Embora nem tudo fosse negativo nas abundantes páginas com notícias, reportagens e análises que o jornal dedicou ao ensino e educação, o tom geral não era tranquilizador. Um texto dava conta da exaustão dos professores. Uma causa não despicienda encontrava-se registada no singular testemunho de uma família com três gerações de docentes, a avó, Loli García; a filha, Marimar Fernández; e a neta, Daniela Ruiz. As três lamentavam a intromissão dos pais na vida da escola, uma realidade que é também portuguesa. 
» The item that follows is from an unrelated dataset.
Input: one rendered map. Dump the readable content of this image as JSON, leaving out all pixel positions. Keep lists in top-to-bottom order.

“Agora chegam recados dos pais dizendo como deves dar as aulas”, verifica Marimar. Daniela situa no início dos anos 90 o início desse género de procedimentos: “Por essa altura, os pais começaram a meter-se onde não eram chamados”. Os pais estão a tornar os filhos muito dependentes e inseguros, testemunha Marimar. Diz ela que, numa turma de 28 crianças, há, na melhor das hipóteses, cinco que têm uma disciplina e uma educação adequadas. “O resto não”. Uma outra familiar professora, a tia Francisca García, nota que “há crianças que escutam pela primeira vez um ‘não’ quando chegam à escola; em casa, jamais lhes disseram tal palavra”. Marimar sublinha uma alteração de atitude dos pais: “Dantes, a norma era escutar o professor. Agora, é escutar o filho”.
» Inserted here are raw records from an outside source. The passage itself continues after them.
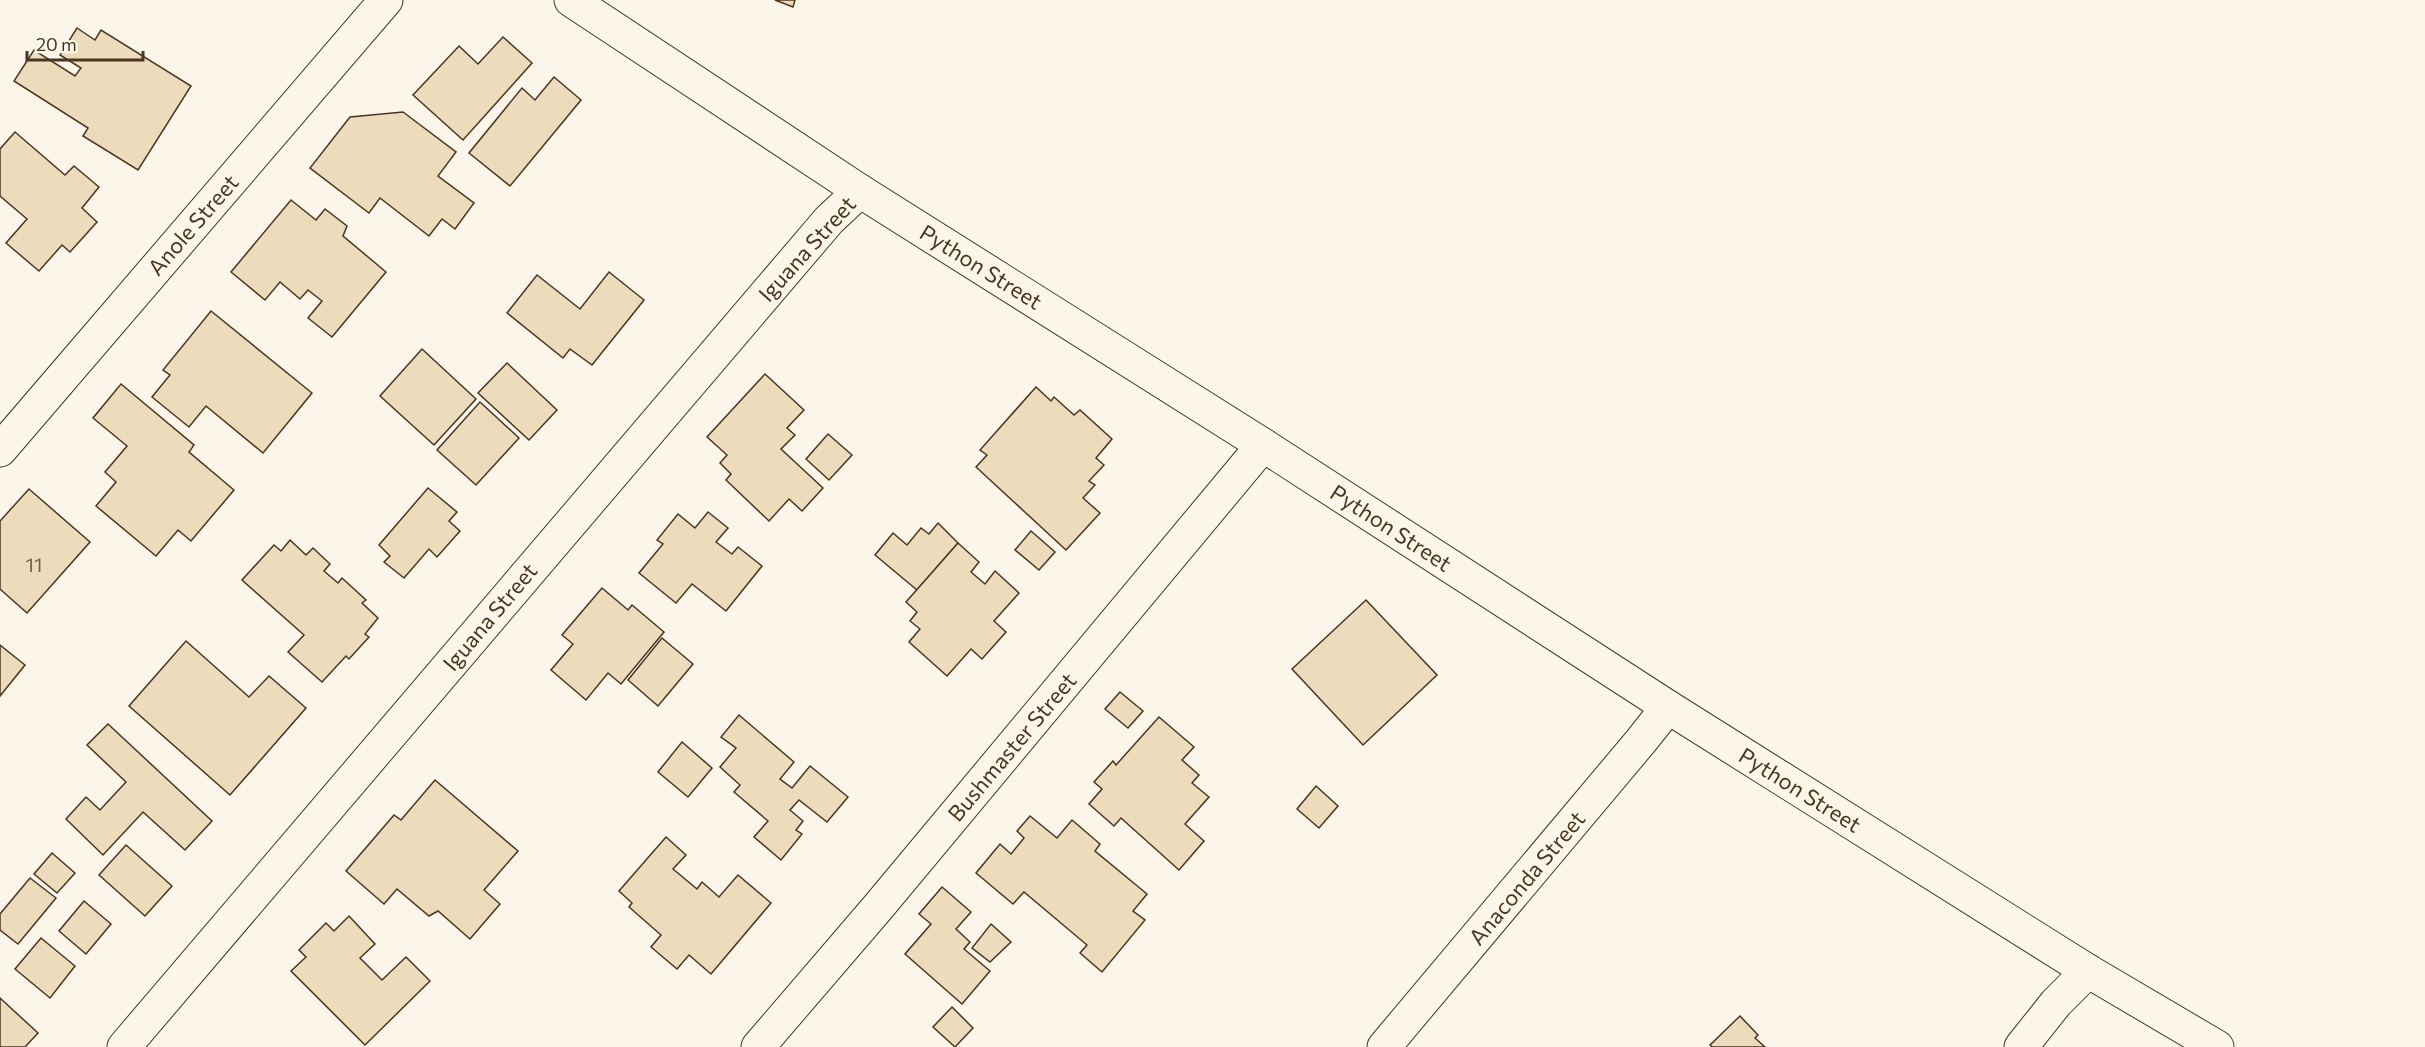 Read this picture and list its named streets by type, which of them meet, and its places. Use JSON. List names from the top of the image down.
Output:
{
  "streets": {
    "street": [
      "Anole Street",
      "Iguana Street",
      "Python Street",
      "Bushmaster Street",
      "Anaconda Street"
    ]
  },
  "crossings": [
    ["Iguana Street", "Python Street"],
    ["Python Street", "Bushmaster Street"],
    ["Python Street", "Anaconda Street"]
  ],
  "house_numbers": ["11"],
  "scale_bar": "20 m"
}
No mesmo jornal, no início de Janeiro, Massimo Recalcati, um conhecido psicanalista, ensaísta e professor italiano, pronunciava-se sobre uma tão significativa alteração de comportamento, explicando, numa entrevista assaz pertinente, que a escola, enquanto instituição, atravessa uma crise, em consequência de, em grande medida, os pais e os professores já não trabalharem juntos na educação dos mais novos. A citação que deu o título à entrevista identificava o fulcro do problema: “Os pais converteram-se em sindicalistas dos seus próprios filhos”. O que é novo na situação de hoje é a ruptura do pacto geracional, considera Massimo Recalcati. A cisão entre pais e professores, que já não cooperam na educação das crianças e dos jovens, configura uma mudança sem precedentes. Os pais passaram a ser os aliados dos filhos contra os professores. O vínculo espiritual entre pais e professores, reconhecido por Freud, encontra-se hoje desfeito, considera Massimo Recalcati. 
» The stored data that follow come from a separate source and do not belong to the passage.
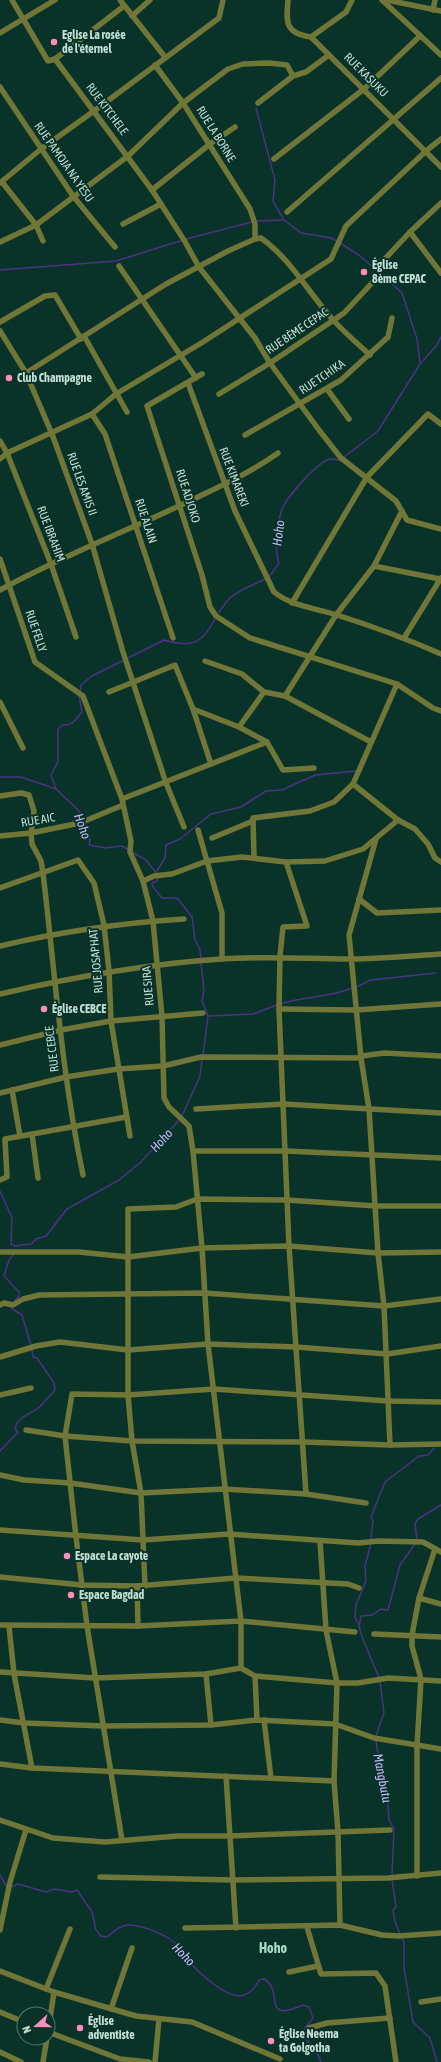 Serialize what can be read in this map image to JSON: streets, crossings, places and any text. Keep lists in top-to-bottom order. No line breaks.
{"streets":{"street":["RUE KASUKU","RUE KITCHELE","RUE LA BORNE","RUE PAMOJA NA YESU","RUE 8ÈME CEPAC","RUE TCHIKA","RUE KIMAREKI","RUE LES AMIS II","RUE ADJOKO","RUE ALAIN","RUE IBRAHIM","RUE FELLY","RUE AIC","RUE JOSAPHAT","RUE SIRA","RUE CEBCE"]},"crossings":[["RUE KITCHELE","RUE 8ÈME CEPAC"],["RUE KITCHELE","RUE TCHIKA"],["RUE KIMAREKI","RUE ADJOKO"],["RUE FELLY","RUE SIRA"],["RUE AIC","RUE SIRA"],["RUE AIC","RUE CEBCE"],["RUE JOSAPHAT","RUE CEBCE"]],"districts":["Hoho"],"water":["Hoho","Mangbutu"],"places":["Eglise La rosée de l'éternel","Église 8ème CEPAC","Club Champagne","Église CEBCE","Espace La cayote","Espace Bagdad","Église adventiste","Église Neema ta Golgotha"],"north":"left"} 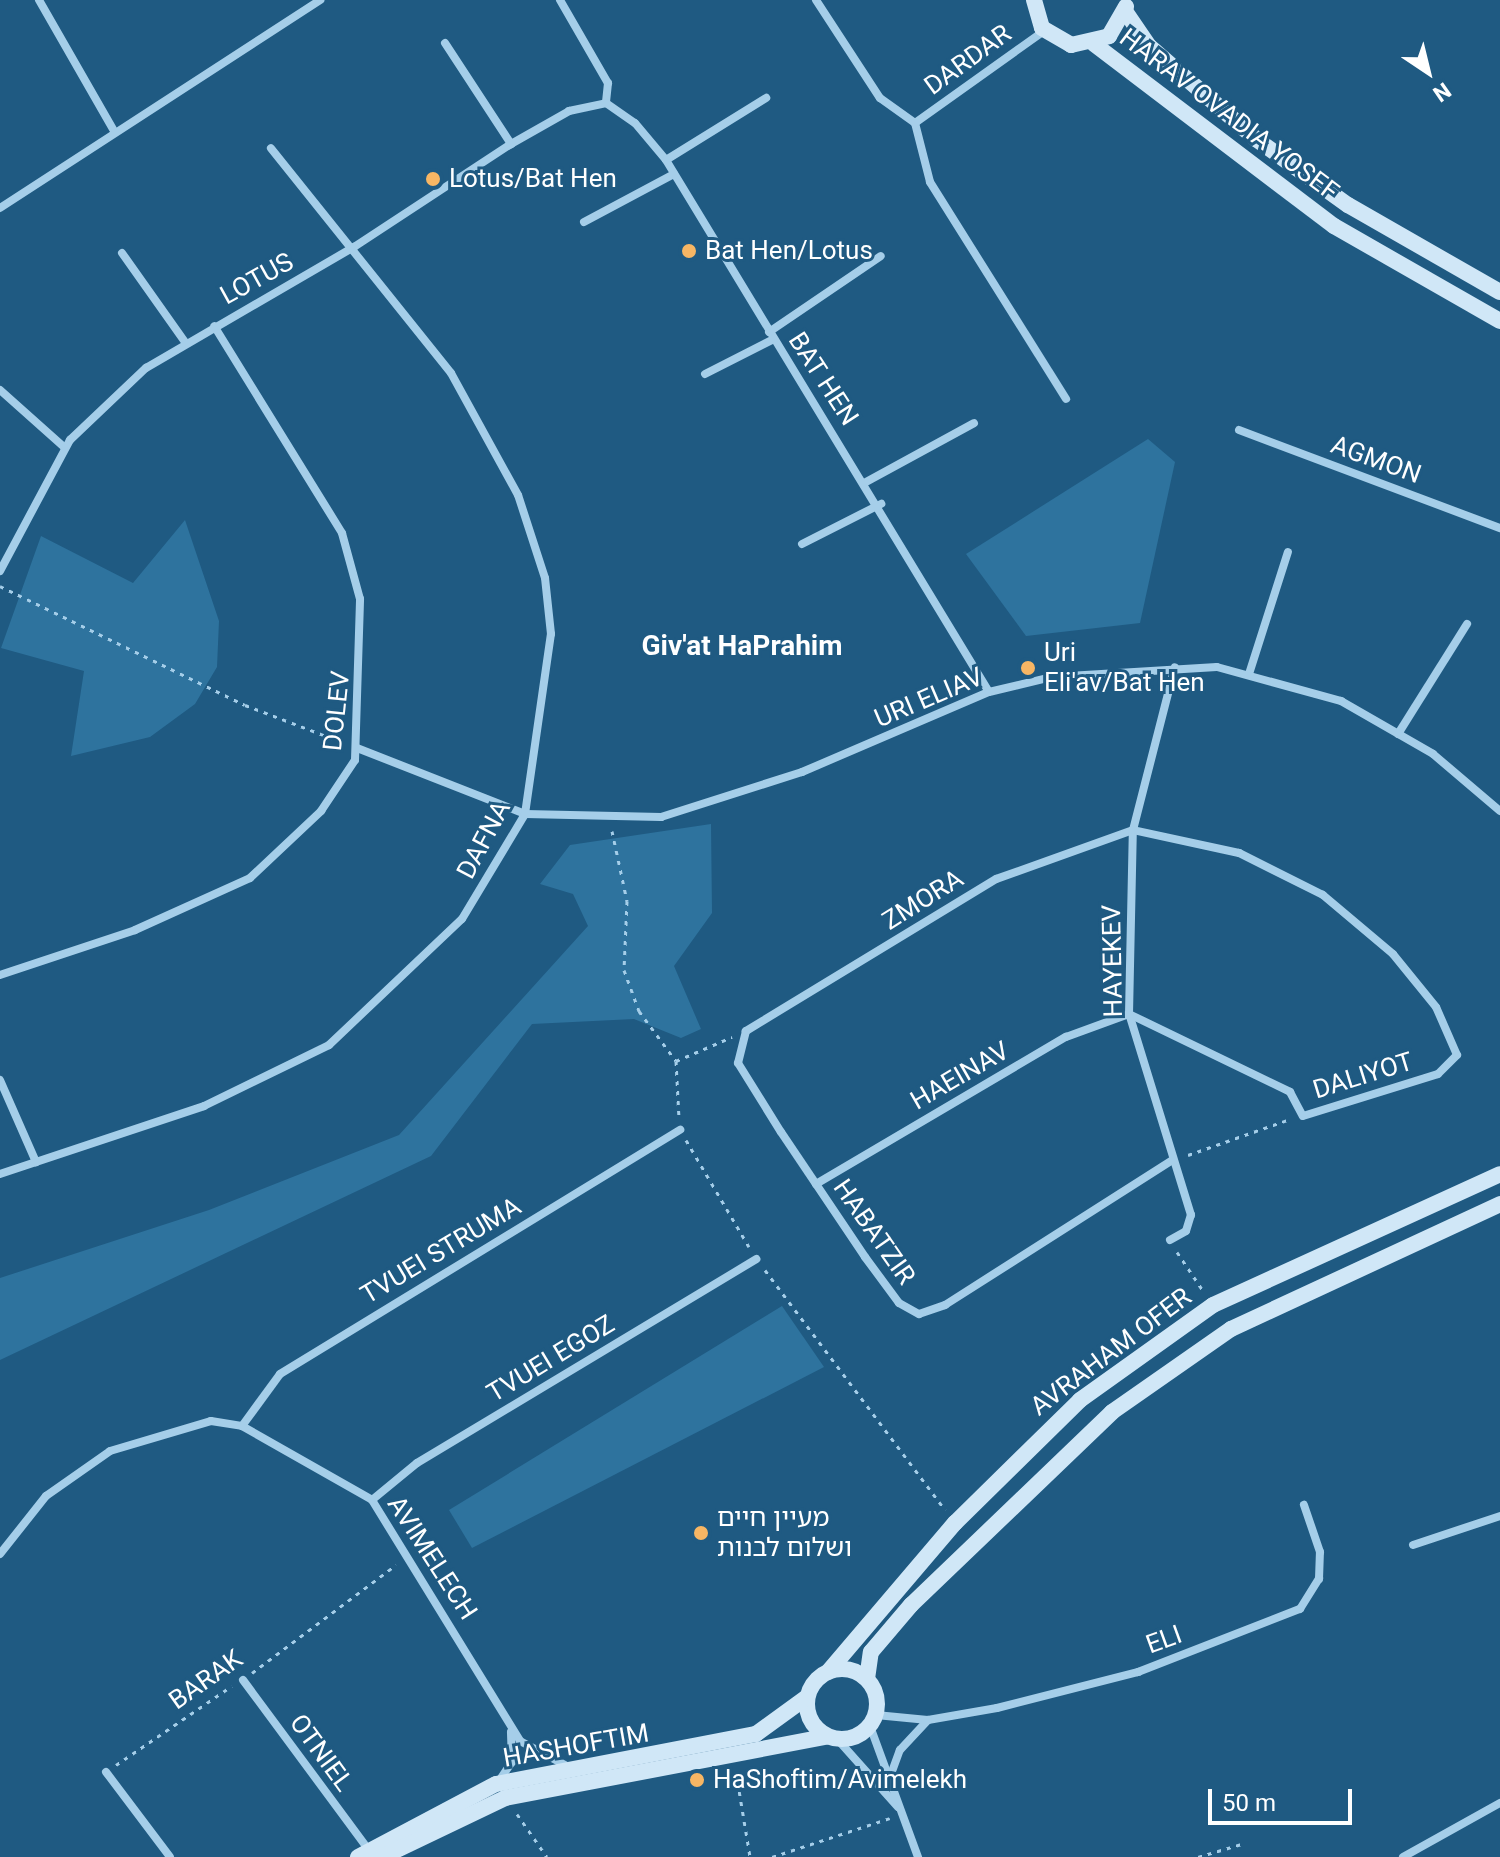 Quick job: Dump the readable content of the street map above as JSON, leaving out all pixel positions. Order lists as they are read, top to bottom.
{
  "streets": {
    "street": [
      "DARDAR",
      "HARAV OVADIA YOSEF",
      "LOTUS",
      "BAT HEN",
      "AGMON",
      "URI ELIAV",
      "DOLEV",
      "DAFNA",
      "ZMORA",
      "HAYEKEV",
      "HAEINAV",
      "DALIYOT",
      "HABATZIR",
      "TVUEI STRUMA",
      "AVRAHAM OFER",
      "TVUEI EGOZ",
      "AVIMELECH",
      "ELI",
      "HASHOFTIM",
      "OTNIEL"
    ],
    "path": ["BARAK"]
  },
  "crossings": [
    ["LOTUS", "BAT HEN"],
    ["LOTUS", "DOLEV"],
    ["LOTUS", "DAFNA"],
    ["BAT HEN", "URI ELIAV"],
    ["URI ELIAV", "DOLEV"],
    ["URI ELIAV", "DAFNA"],
    ["URI ELIAV", "HAYEKEV"],
    ["ZMORA", "HAYEKEV"],
    ["ZMORA", "DALIYOT"],
    ["ZMORA", "HABATZIR"],
    ["HAYEKEV", "HAEINAV"],
    ["HAYEKEV", "DALIYOT"],
    ["HAYEKEV", "HABATZIR"],
    ["HAEINAV", "DALIYOT"],
    ["HAEINAV", "HABATZIR"],
    ["TVUEI STRUMA", "AVIMELECH"],
    ["AVRAHAM OFER", "ELI"],
    ["AVRAHAM OFER", "HASHOFTIM"],
    ["TVUEI EGOZ", "AVIMELECH"],
    ["AVIMELECH", "BARAK"],
    ["AVIMELECH", "HASHOFTIM"],
    ["ELI", "HASHOFTIM"],
    ["BARAK", "OTNIEL"],
    ["HASHOFTIM", "OTNIEL"]
  ],
  "districts": ["Giv'at HaPrahim"],
  "places": [
    "Lotus/Bat Hen",
    "Bat Hen/Lotus",
    "Uri Eli'av/Bat Hen",
    "מעיין חיים ושלום לבנות",
    "HaShoftim/Avimelekh"
  ],
  "scale_bar": "50 m",
  "north": "bottom right"
}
Instado a comentar a guerra dos pais espanhóis contra os “trabalhos para casa” dos filhos, o psicanalista afirmou que reivindicar a liberdade dos filhos significa negar a função educativa da escola. “É um vento anti-institucional que atravessa o nosso tempo”. Para o entrevistado, “desqualificar a escola é desqualificar a dimensão colectiva da vida”. Quando o filho se torna o rei da família e tudo se deve submeter às suas exigências, regista- se uma “metamorfose antropológica”, que faz com que já não seja o filho a ter de prestar contas à realidade, mas a ser a realidade que tem de se submeter aos caprichos do filho. O psicanalista detecta a existência de “uma profunda solidão do professor”. Agora, constata ele, já não são os alunos que esperam na fila para serem triturados pelo sistema, como na famosa canção The Wall, dos Pink Floyd. Quem é consumido pelo dispositivo escolástico, são os professores. Os bons professores, evidentemente, porque os maus sabem moldar-se ao que convier e, em certos casos, são eles próprios, também, os pais que mais se intrometem e mais infernizam a vida dos colegas.


Fonte: Diário do Minho, 11 de Junho de 2017, p. 2.